ヤクルトのドラフト秘話。八重樫幸雄が語る、いろいろ誤算があった選手たち (5ページ目)

  • 長谷川晶一●取材・文 text by Hasegawa Shoichi

――この年のドラフトは1位:川上、3位:比屋根、4位:日本製紙石巻・太田裕哉、5位:東北福祉大学・中根佑二と、八重樫さん担当の選手が多く入団しました。

八重樫 忘れられないのは中根ですよ。ひざを故障していたし、社会人チームへの入団も決まっていたのでどこも指名しなかったけど、僕は彼の内視鏡写真を取り寄せてトレーナーや医者に診てもらったんです。そうしたら、「東京に来てきちんと手術、治療すればよくなる」というお墨付きをもらったんで、自信を持って指名したんですけどね......。

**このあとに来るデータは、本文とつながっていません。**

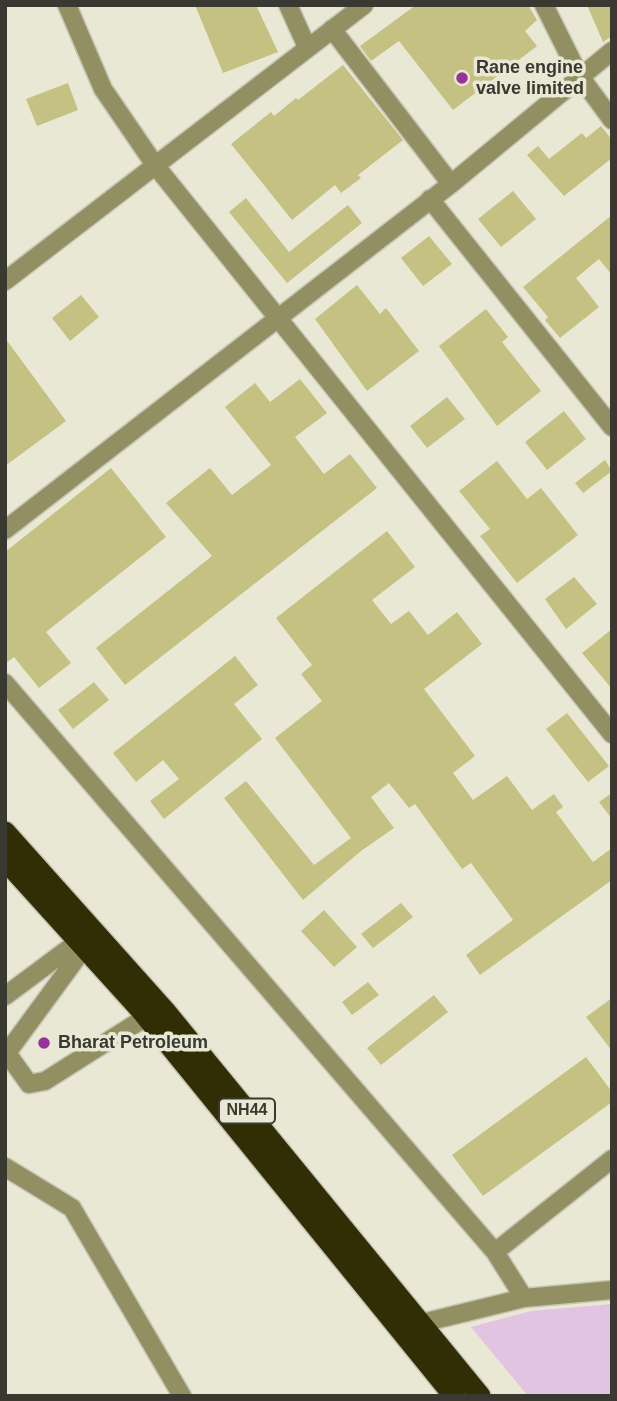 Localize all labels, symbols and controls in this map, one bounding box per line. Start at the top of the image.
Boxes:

――結果的に一度も一軍登板のないまま、2015年シーズンでの退団となりました。

八重樫 最後の最後まで粘って、東北福祉大の監督の許可を得て、球団の許可も得て指名したんですよ。それだけ、どうしてもほしかった選手だったよね。仙台育英高校時代は由規と同級生で、もともと中根がエースで由規が控えだったけど、中根が故障して、由規がエースになったんだよ。でも、素材としては由規以上の物を持っていたと、今でも思うだけに残念だったな。